## Task to carry out:
Give back, word for word, only the lines from the opening of the records through the one with "width:22px; height:22px; translate:-50%". Pictures stay out.

(Dataset entries)
==========

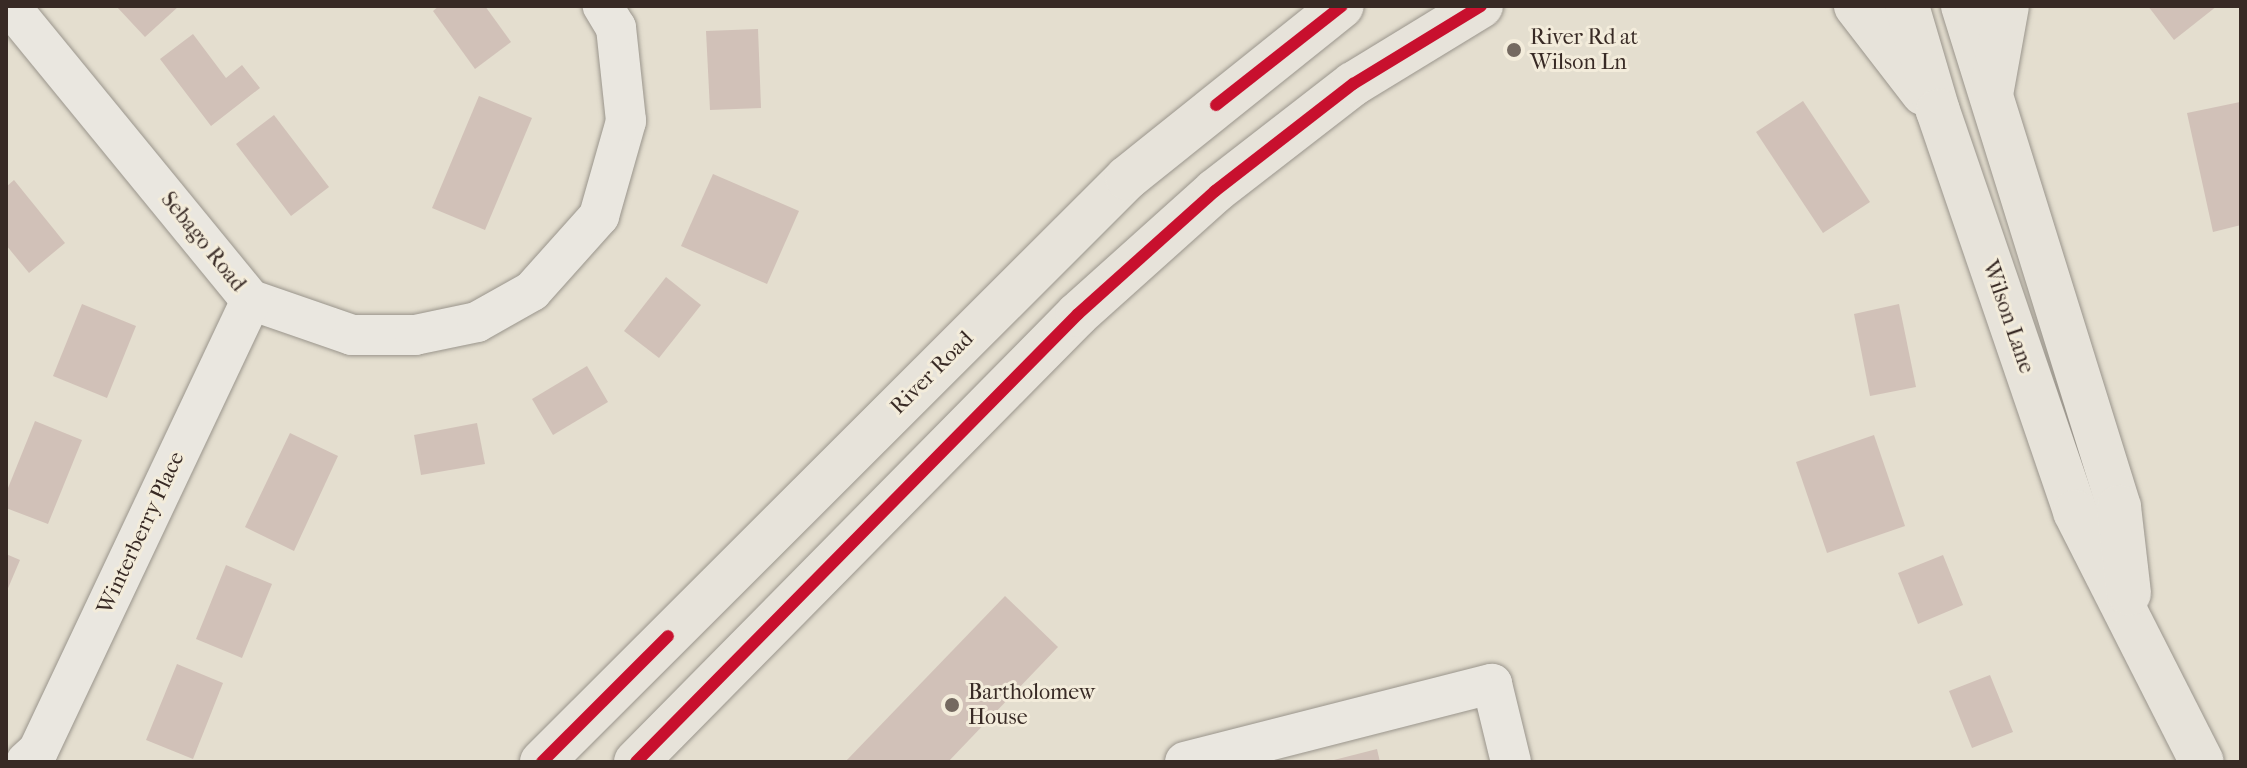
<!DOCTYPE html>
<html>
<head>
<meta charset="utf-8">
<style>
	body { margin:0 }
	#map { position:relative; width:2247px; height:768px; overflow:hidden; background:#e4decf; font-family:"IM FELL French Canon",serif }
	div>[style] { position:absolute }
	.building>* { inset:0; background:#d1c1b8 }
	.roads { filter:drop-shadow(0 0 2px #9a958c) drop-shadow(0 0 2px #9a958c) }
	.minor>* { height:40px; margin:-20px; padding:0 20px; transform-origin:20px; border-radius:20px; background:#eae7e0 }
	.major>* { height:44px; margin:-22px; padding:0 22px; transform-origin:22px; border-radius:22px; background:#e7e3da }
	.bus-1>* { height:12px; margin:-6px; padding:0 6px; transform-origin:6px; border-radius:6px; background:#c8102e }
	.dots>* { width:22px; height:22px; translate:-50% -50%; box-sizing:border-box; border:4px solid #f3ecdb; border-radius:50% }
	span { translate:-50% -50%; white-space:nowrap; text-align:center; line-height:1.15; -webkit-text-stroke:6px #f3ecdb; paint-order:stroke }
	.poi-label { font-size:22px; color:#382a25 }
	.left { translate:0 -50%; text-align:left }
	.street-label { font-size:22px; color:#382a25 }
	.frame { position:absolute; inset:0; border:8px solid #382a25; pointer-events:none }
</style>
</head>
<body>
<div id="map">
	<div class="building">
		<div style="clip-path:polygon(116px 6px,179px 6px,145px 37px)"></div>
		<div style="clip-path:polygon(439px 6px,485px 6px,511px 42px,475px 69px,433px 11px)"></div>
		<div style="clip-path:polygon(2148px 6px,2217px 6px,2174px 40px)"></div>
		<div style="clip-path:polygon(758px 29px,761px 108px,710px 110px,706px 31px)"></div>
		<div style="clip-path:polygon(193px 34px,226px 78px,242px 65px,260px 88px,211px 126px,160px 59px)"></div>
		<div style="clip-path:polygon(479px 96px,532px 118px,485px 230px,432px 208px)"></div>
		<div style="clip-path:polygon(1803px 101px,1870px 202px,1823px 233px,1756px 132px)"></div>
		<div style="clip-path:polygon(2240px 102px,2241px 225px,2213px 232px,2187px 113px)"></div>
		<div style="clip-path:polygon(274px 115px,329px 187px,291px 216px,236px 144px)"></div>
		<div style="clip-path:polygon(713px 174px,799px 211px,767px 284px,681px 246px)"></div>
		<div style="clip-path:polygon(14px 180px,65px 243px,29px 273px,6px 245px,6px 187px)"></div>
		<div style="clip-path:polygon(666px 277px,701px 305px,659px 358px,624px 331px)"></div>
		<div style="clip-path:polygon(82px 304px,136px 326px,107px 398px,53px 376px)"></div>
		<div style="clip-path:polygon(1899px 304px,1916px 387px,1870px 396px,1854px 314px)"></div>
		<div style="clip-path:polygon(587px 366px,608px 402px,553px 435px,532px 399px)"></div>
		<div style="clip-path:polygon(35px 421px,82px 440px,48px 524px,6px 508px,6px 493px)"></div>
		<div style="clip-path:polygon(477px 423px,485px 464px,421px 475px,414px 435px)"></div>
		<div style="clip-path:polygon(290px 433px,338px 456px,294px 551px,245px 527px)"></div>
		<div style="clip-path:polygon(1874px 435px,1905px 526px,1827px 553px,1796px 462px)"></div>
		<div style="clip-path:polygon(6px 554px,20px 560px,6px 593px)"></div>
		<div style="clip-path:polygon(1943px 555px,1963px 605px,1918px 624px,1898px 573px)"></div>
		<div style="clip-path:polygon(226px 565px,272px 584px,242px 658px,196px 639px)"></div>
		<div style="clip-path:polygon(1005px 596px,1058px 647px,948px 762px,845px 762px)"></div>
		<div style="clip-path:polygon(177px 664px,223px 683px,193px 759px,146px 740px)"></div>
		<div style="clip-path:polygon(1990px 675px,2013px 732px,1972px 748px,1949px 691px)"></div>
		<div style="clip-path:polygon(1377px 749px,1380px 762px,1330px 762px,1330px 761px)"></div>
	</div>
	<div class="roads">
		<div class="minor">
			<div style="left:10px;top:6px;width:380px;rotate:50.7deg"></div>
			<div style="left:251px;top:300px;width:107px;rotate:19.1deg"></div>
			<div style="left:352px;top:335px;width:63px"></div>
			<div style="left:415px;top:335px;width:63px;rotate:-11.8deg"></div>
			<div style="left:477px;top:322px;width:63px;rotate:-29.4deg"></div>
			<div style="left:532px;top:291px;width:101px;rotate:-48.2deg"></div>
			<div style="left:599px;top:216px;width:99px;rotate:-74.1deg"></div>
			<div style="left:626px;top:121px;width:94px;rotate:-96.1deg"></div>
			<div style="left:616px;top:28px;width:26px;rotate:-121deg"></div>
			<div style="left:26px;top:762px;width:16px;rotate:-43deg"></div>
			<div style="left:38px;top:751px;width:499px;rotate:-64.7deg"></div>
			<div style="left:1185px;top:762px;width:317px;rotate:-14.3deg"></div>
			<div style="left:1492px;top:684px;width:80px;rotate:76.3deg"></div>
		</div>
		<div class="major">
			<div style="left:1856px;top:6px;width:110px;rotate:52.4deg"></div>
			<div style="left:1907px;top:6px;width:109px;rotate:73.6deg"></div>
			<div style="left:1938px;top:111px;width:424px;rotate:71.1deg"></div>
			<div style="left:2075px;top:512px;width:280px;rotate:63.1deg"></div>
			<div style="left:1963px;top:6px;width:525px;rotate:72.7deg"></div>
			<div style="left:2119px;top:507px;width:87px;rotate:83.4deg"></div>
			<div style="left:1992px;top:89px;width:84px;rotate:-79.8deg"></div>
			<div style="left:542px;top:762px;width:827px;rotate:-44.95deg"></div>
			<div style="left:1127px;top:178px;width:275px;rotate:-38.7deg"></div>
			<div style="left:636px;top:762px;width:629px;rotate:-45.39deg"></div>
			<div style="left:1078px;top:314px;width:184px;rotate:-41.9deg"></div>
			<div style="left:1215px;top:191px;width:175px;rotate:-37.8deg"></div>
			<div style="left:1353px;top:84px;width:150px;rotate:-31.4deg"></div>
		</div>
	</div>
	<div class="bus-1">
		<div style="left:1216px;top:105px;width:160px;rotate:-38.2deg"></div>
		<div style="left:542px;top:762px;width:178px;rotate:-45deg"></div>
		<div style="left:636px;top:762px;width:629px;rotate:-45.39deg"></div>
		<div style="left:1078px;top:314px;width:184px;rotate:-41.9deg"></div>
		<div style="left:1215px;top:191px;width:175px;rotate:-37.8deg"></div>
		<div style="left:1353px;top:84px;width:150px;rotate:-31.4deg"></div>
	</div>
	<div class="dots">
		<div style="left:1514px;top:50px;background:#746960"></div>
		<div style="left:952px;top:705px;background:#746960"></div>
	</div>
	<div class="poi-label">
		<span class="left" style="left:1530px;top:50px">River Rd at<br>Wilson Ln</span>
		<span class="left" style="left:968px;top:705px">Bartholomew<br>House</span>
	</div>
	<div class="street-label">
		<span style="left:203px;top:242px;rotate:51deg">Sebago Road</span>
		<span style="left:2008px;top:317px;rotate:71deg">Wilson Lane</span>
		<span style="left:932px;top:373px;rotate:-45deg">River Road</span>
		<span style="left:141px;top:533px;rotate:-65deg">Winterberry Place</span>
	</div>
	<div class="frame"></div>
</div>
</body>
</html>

==========

## Output below:
<!DOCTYPE html>
<html>
<head>
<meta charset="utf-8">
<style>
	body { margin:0 }
	#map { position:relative; width:2247px; height:768px; overflow:hidden; background:#e4decf; font-family:"IM FELL French Canon",serif }
	div>[style] { position:absolute }
	.building>* { inset:0; background:#d1c1b8 }
	.roads { filter:drop-shadow(0 0 2px #9a958c) drop-shadow(0 0 2px #9a958c) }
	.minor>* { height:40px; margin:-20px; padding:0 20px; transform-origin:20px; border-radius:20px; background:#eae7e0 }
	.major>* { height:44px; margin:-22px; padding:0 22px; transform-origin:22px; border-radius:22px; background:#e7e3da }
	.bus-1>* { height:12px; margin:-6px; padding:0 6px; transform-origin:6px; border-radius:6px; background:#c8102e }
	.dots>* { width:22px; height:22px; translate:-50% -50%; box-sizing:border-box; border:4px solid #f3ecdb; border-radius:50% }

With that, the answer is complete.